Cette contrainte porte d’abord sur les ressources énergétiques et matières. L’économie circulaire et la décarbonation dépendent de ressources dont la disponibilité, le coût et la répartition géographique sont devenus des facteurs structurants. La contrainte est aussi climatique, avec des impacts déjà visibles sur les chaînes de valeur.
Dans ce contexte, deux impératifs s’imposent désormais de manière indissociable : décarboner pour rester compétitif dans un monde contraint en énergie, en matières premières et en carbone, et s’adapter pour continuer à opérer dans un environnement déjà instable.
Décarboner, c’est transformer la création de valeur
Dans de nombreux secteurs, la décarbonation ne consiste pas seulement à optimiser l’existant, mais à transformer en profondeur les modèles économiques.
A l’échelle d’un constructeur de poids lourds, 95 % des émissions sont liées à l’usage des véhicules. Cela implique d’accélérer la transformation du parc roulant, notamment à travers l’adoption de solutions électriques.

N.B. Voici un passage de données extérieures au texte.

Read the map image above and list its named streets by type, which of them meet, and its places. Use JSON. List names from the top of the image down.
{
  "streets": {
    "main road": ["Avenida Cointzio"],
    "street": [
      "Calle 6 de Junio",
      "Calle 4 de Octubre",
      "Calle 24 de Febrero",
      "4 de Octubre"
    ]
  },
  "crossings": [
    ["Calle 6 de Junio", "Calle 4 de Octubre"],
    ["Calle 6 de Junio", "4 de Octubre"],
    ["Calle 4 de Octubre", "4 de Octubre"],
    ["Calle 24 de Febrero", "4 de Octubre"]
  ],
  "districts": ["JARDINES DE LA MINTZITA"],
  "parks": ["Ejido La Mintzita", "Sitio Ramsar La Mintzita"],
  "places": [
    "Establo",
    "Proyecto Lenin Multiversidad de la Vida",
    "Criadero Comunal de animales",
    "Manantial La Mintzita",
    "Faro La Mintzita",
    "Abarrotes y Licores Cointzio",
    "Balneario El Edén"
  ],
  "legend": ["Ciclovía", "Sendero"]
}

L’électrification des camions constitue à cet égard un levier majeur, mais elle introduit une rupture à la fois technique et économique. Si le coût total d’exploitation (TCO) est déjà compétitif sur certains segments - notamment pour les métiers de la collecte de déchets ou de la distribution urbaine, où les cycles sont courts et réguliers - le surcoût à l’achat reste significatif. À cela s’ajoutent des contraintes opérationnelles : autonomie encore limitée pour certains usages, infrastructures de recharge encore inégalement déployées, nécessité d’adapter les tournées et les temps d’exploitation.
Ces évolutions transforment la relation commerciale. Il ne s’agit plus seulement de fournir un véhicule, mais d’accompagner les clients dans la redéfinition de leur organisation logistique, en intégrant les contraintes énergétiques et opérationnelles.
Dans les biens d’équipement qui utilise déjà majoritairement l’électricité comme le petit électroménager, la transformation passe par d’autres leviers, mais avec des effets tout aussi structurants. L’intégration de matières recyclées, l’amélioration de l’efficacité énergétique et le développement de produits réparables ou reconditionnables modifient en profondeur les arbitrages de conception pour concilier impact environnemental sans compromis sur la performance produit attendue.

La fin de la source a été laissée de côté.